Frequently Asked Questions
Q: Describe the background of CRF and what it can do for my community.
A: CRF is a national nonprofit organization that has brought capital to community development lenders in low- to moderate-income communities since 1988. We pioneered financial techniques that help lenders obtain funds from private sources that they could not access on their own. Our clients include cities, towns, states, Indian tribes, and other government organizations, as well as nonprofit community development organizations. By buying these loans, we help recycle scarce capital, which helps these local lenders speed up the process of revitalizing their communities.
Q: Does CRF operate near me?
A: CRF operates nationally. Click here to see a map of the cities where community-development lenders have conducted transactions with CRF.
Q: Is CRF a government-sponsored program?
A: No, CRF is not connected to any governmental body nor is it a quasi-governmental organization. CRF is a private nonprofit organization that earns revenue primarily by conducting transactions with community-development lenders. Secondarily, it receives support from foundations, corporations, and accredited individuals who want to make social-purpose investments in a way that maximizes their effectiveness.
Q: How can CRF help with my financial needs?
A: In exchange for loan assets, CRF can provide you with cash to continue or expand your lending activities. We usually can provide you funds in 90 days or less from the time we begin a transaction, depending on transaction size and complexity.
Q: How does CRF work?
A: We make use of community development loans as assets, pledging them to private investors and providing community development lenders the cash. We can either buy your existing loans or agree to buy future loans made under mutually agreed-upon guidelines.
Q: What about servicing the loans?
A: Community development lenders can continue to service the loans they made or assign them to our loan servicing staff. We offer a full range of loan-servicing features and can divide the duties with you if need be, so you retain borrower contact while avoiding some of the administrative duties.
Q: What sort of loans will you purchase?
A: We buy existing or future asset-secured business loans, commercial and residential real-estate loans, and community facilities loans. Maximum acceptable loan terms depend on the loan type. Any interest rate is acceptable, but the cash provided depends on interest rate. Balloon payments are acceptable. We will consider purchasing loan portfolios totaling as little as $100,000. More information on such programs can be found on this Website under Products and Services.

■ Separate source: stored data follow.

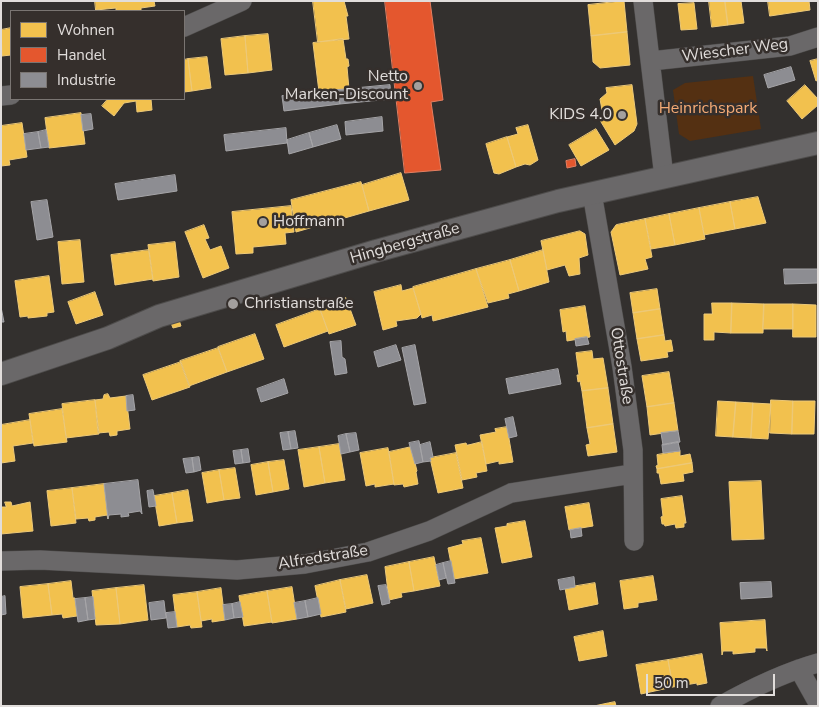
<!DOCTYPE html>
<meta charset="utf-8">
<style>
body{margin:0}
#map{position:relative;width:819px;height:707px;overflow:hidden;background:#33302e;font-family:"Nunito Sans",sans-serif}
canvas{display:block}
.frame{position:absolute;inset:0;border:2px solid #e1dddb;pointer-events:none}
.legend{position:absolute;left:10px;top:10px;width:175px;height:90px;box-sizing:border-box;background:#352f2c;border:1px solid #7a7572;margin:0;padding:6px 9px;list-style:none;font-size:15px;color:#e1dddb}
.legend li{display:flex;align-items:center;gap:10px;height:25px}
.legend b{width:25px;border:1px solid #7a7572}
.scale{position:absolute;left:646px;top:674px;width:129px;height:22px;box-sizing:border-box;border:2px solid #e1dddb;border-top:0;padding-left:6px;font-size:15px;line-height:18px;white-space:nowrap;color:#e1dddb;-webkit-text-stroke:4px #352f2c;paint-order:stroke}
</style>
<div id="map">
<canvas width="819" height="707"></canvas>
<div class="frame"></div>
<ul class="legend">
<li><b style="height:14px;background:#f2c14e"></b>Wohnen</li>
<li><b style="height:14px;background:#e4572e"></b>Handel</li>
<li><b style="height:14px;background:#8d8d92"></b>Industrie</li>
</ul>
<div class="scale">50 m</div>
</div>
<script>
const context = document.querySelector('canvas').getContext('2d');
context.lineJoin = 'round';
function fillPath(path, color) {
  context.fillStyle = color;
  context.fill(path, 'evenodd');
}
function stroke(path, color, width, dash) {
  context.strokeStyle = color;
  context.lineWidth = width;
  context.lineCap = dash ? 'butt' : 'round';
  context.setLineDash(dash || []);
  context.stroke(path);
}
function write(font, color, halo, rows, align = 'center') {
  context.font = font + ' "Nunito Sans",sans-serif';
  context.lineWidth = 5;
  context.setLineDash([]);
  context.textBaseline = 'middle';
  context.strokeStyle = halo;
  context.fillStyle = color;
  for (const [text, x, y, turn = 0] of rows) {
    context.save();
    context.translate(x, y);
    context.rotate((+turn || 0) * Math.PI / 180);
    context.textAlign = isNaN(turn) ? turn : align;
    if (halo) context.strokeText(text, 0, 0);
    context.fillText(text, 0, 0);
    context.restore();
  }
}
const green = new Path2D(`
 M753 76 761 129 690 141 679 134 673 90 685 83Z`);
const homes = new Path2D(`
 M95 1H154L155 6 141 8V11H116V8L96 10Z
 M313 1H344L348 16H346L349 39 318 42Z
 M624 1 627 32 591 36 588 5Z
 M709 1H725L728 25 712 27Z
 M725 1H741L744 23 728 25Z
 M768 1H809L810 10 770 16Z
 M694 3 697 29 681 30 678 4Z
 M11 28V55L2 56 1 30Z
 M627 32 630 65 600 68 593 62 591 36Z
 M268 34 272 70 248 73 245 36Z
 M245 36 248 73 225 75 221 39Z
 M343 39 346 59H348L349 66 347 67 349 89 319 92 313 43Z
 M207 57 211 88 192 91 188 59Z
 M188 59 192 91 184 92V60Z
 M818 59V80L816 81 810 61Z
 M632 85 637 124 634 131 615 145 598 117 602 115 604 118 610 112 609 108 602 110 600 99 607 93 606 88Z
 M805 85 818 99V105L802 119 787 101Z
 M108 99H151L152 110 137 112 136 101 124 103 114 116 102 106Z
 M81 113 85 144 49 148 45 118Z
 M22 123 27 157 9 160 10 165 1 166V126Z
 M528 125 538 160 530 165 525 164 516 167 507 137 518 134 516 128Z
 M596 129 609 150 581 166 569 145Z
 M507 137 516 167 499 174 494 173 486 144Z
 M401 173 409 200 369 211 362 185Z
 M361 182 369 211 296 232 291 200Z
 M758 197 766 223 735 229 730 202Z
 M730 202 735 229 704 235 699 208Z
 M291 206 294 232 285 233 286 244 253 247V253L236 254 232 212Z
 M699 208 705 239 675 245 669 214Z
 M669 214 675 245 651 249 645 219Z
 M645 219 652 257 645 259 648 269 620 275 611 232 616 225Z
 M204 225 209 238 205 239 210 250 221 246 229 268 203 278 185 232Z
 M580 231 585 234 588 255 579 258 580 274 569 276 565 265 547 270 541 241Z
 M80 240 84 282 62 284 58 242Z
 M175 242 179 277 153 281 148 245Z
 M149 250 153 279 115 285 111 255Z
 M543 250 549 282 519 291 510 260Z
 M510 260 519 291 508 294 509 298 488 303 476 269Z
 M476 269 488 307 433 321 432 315 422 318 413 287Z
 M49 276 54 312 47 313V316L28 318V316L20 317 15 281Z
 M401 285 402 291 413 288 421 314 417 318 396 321 397 326 383 330 374 292Z
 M657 289 660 309 633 313 630 293Z
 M95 292 103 315 76 324 68 302Z
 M346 298 356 325 329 334 319 307Z
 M712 303H732L731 333 714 332V340H704V314H712Z
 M732 303 764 304 763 333H731Z
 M764 304H793V329H763Z
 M793 304 816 305V337H793Z
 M585 306 590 337 567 341 566 331 563 332 560 310Z
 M320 309 328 331 284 347 276 325Z
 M660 309 664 335 637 339 633 313Z
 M179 320 181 326 173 328 171 323Z
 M255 334 264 359 227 372 218 347Z
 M664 335 665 341 671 340 673 351 667 352 668 357 641 361 637 339Z
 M218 348 227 372 189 386 180 361Z
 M592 351 593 359 603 358 608 388 582 391 580 381 578 382 577 375H579L576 353Z
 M181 362 190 387 152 400 143 375Z
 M669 372 674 403 647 407 642 376Z
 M608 388 613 424 587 428 582 391Z
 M108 394 110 398 126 396 130 429 117 431V435L110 436 109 432 98 433 95 400 103 399 104 395Z
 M95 400 99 434 66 438 62 404Z
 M771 400 793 401 792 434 770 433Z
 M718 401 736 402 733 437 716 436Z
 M793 401H815L814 434H792Z
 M736 402 753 403 751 438 733 437Z
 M674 403 678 431 650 435 647 407Z
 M753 403 771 404 768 439 751 438Z
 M62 409 67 442 34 446 29 414Z
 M30 420 33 443 13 446 15 461 1 463V425Z
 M613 424 617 452 588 456 586 445 590 444 587 428Z
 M507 427 513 462 499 464V461L486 464 480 435 496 432 495 429Z
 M482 442 487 471 476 473 477 477 462 480 455 445 466 443 467 445Z
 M339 444 345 480 325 483 319 447Z
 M319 447 325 483 304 487 298 450Z
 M410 447H411L417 471 416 472 418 484 404 487 403 484 394 485 389 452Z
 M388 448 394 484 375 487V484L366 486 360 453Z
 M680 451V456L690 454 692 463 657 469 656 466 658 465 657 455Z
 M456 453 463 488 438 493 430 458Z
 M284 460 289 489 273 492 268 462Z
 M268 462 273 492 256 495 251 465Z
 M692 463 693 472 683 474 684 481 661 484 659 473H657V469Z
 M235 468 240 498 224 500 219 470Z
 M219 470 224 500 207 503 202 473Z
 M761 481 764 539 732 540 729 482Z
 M104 484 108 519 107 515 95 517V520L89 521 88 518 76 519 72 488Z
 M72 488 76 523 51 526 47 491Z
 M188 490 193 521 177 523 172 493Z
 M172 493 177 523 159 526 154 496Z
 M682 496 686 523H684V527L676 528 675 524 665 526 664 524H662L661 517 663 516 661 499Z
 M5 502H11L12 506 30 502 33 531 1 534V507H6Z
 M589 503 593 526 569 530 565 507Z
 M525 521 532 557 502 563 495 528 507 526V524Z
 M481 538 488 573 454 579 448 548 463 544 462 541Z
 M434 557 440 586 414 591 409 562Z
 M409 562 414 591 401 593 402 597 389 600 385 567Z
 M367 575 373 603 346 609 340 580Z
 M653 576 657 600 638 603V607L624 609 620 581Z
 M340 580 346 612 321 617 315 586Z
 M71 581 73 598H75L77 616 63 618 62 614 52 615 48 584Z
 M595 583 598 604 569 610 565 588Z
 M48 584 52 615 23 618 20 587Z
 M144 585 148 620 120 624 116 588Z
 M292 587 297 619 272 623 267 591Z
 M116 588 120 624 96 625 92 591Z
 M221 588 225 620 212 622V619L201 621 197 592Z
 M267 591 272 622 244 626 239 596Z
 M197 592 202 627 191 628 190 625 177 627 173 595Z
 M765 620 767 651 766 648H755V652L733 654V651H723L722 655 720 623Z
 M603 631 607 656 579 661 574 637Z
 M702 654 707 683 697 685V683L673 687 668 660Z
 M668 660 673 687 641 694 636 665Z
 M615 702 616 706H594L608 703Z`);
const shops = new Path2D(`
 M385 1H430L443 100 431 102 441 170 405 173Z
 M575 159 576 166 567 168 566 161Z`);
const industry = new Path2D(`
 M791 67 795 80 768 88 764 75Z
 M390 85 391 99 340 104 338 90Z
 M338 90 340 104 284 111 282 96Z
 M91 114 93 129 83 131 81 115Z
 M382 117 383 131 346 135 345 122Z
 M337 125 341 139 313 147 309 133Z
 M286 128 287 143 226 151 224 135Z
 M46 130 49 147 41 148 38 132Z
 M38 132 41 148 26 150 24 134Z
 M309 133 313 147 289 154 287 140Z
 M175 175 177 191 118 200 115 184Z
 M47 200 53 237 37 240 31 202Z
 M784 269H818V283L785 284Z
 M1 307 4 322H1Z
 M587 337 589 344 576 346 575 339Z
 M341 341 342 357 345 359 347 373 335 375 330 342Z
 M396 345 401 360 378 367 374 352Z
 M415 345 426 403 414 405 402 348Z
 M558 369 561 384 509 394 506 379Z
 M284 379 288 393 261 402 257 389Z
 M133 395 135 410 127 411 126 396Z
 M513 417 517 436 509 438 505 419Z
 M295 431 298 448 291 449 288 432Z
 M678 431 680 442 663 445 661 433Z
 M288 432 291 449 283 450 280 433Z
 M356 433 359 450 350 452 346 434Z
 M346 434 350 452 341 454 338 436Z
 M419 441 423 462 415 464 409 443Z
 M430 442 433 457 430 458 431 461 423 462 420 445Z
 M678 442 680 451 663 453 662 445Z
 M248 449 250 462 243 463 241 450Z
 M241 450 243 463 235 464 233 451Z
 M199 457 201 470 194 472 192 458Z
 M192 458 194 472 186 473 183 459Z
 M138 480 142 514 140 511 128 513 129 516 121 517V514L109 515 108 519 104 484Z
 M153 490 156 506 149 507 147 491Z
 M581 528 582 536 571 538 570 530Z
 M451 561 455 583 448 584 443 563Z
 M443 563 446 578 439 580 436 565Z
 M574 577 575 587 560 590 558 580Z
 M771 582 772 597 741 599 740 583Z
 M386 585 390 603 382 605 378 586Z
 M5 596 6 614 1 615V597Z
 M93 597 95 619 88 620 85 598Z
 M85 598 88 620 78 622 75 599Z
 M318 598 321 614 308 617 305 601Z
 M164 601 166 618 151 620 149 603Z
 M305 601 308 617 297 619 294 603Z
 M240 602 243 617 234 618 232 604Z
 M232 604 234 618 225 620 223 605Z
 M175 612 177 627 168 628 166 613Z`);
const minor = new Path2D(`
 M643 1 664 177
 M184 27 242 1
 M651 61 790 46 818 37
 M1 96 11 95
 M592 193 622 367 633 450 634 541
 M1 561 40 560 237 570 305 564 368 552 429 531 511 493 632 474
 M799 669 818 703
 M720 706C752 688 783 673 818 663`);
const tertiary = new Path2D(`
 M1 374 108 338 159 316 376 251 558 201 818 143`);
const markers = [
 [418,86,5,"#a4a09e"],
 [622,115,5,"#a4a09e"],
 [263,222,5,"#a4a09e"],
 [233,304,6,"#a4a09e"]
];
const streetNames = [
 ["Wiescher Weg",735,51,-7],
 ["Hingbergstraße",405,244,-16],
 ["Ottostraße",621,366,81],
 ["Alfredstraße",323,558,-9]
];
const poiNames = [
 ["Netto",408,77],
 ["Marken-Discount",408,95],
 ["KIDS 4.0",612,115],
 ["Hoffmann",273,222,"left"],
 ["Christianstraße",244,304,"left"]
];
const parkNames = [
 ["Heinrichspark",708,109]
];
fillPath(green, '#543012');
fillPath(homes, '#f2c14e');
stroke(homes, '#edc978', 1);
fillPath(shops, '#e4572e');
stroke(shops, '#e37f62', 1);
fillPath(industry, '#8d8d92');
stroke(industry, '#a6a5a8', 1);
stroke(minor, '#4e4c4b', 20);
stroke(tertiary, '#4e4c4b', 24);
stroke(minor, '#6a6869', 19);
stroke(tertiary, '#6a6869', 22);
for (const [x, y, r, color] of markers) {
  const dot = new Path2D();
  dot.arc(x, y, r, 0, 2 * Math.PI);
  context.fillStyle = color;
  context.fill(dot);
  stroke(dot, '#352f2c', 2);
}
write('16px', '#e1dddb', '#352f2c', streetNames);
write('16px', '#e1dddb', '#352f2c', poiNames, 'right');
write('16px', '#f5ab76', '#352f2c', parkNames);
</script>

Q: What sort of loans are NOT suitable for CRF to purchase?
A: We do not buy loans made for reasons other than socially beneficial purposes, nor do we buy personal loans, farm loans, revolving lines of credit or automobile loans.
Q: How can I receive pricing information about my loan?
A: We can give you a price estimate for your existing loans within one week. Contact us for a loan-value form. All we ask is for a loan's original balance, current balance, interest rate, payment amount, payment frequency and maturity date. For other transactions, such as advance commitments, structured financing or loans to lending organizations, we can provide a general proposal in less than a week. All estimates are free of charge.
Q: How is the value of my loan calculated?
A: We determine the value of a loan by pricing it relative to the market. The term, security, lien position and interest rate of the original loan determine what it is worth. We sell the loans that we buy to institutional investors, so loans that are priced above market earn a premium. Loans that are priced below market earn a discount. Our goal is to provide lenders a fair price while earning enough to cover our cost of doing business. Most lenders are surprised at the value they receive for their loans and are pleased to have the option of continuing servicing the loans as a means of creating ongoing revenue. When the loans are priced too far below market to meet lender needs, we have alternative ways to recapitalize.
Q: I've only had my loan for six months. Is it too soon for you to purchase?
A: Typically, a loan will have had to been paid on time and as promised for at least 12 months before we will buy it. However, we are increasingly entering into agreements with organizations under which we buy loans as they are originated. Please contact CRF to discuss your individual situation.
Q: How does CRF make money?
A: We generate revenue from our transactions to cover our cost of doing business. We sell the loans we buy to institutional investors. Charitable contributors--including foundations, insurance companies, banks and pension funds--have helped us build a capital base that we use to acquire loans and protect against losses.
Q: Why can't lenders just sell the loans themselves to the institutional investors?
A: It's really just a question of scale and efficiency. Very large organizations could sell their loans directly or even issue their own bonds. But for most nonprofit lenders and government agencies, such transactions wouldn't be worth the time and resources. The legal work alone makes it very difficult to any but the largest organizations to sell loans on their own. An additional issue is the unique staff skills needed to complete the transactions.
Q: How can I get a grant from CRF?
A: As a nonprofit, we seek grants ourselves to carry out our work. Because of our name, people sometimes assume we provide grants, but we're not a grant-making organization. Our method of providing capital is through purchasing loans made by community development lenders in return for cash.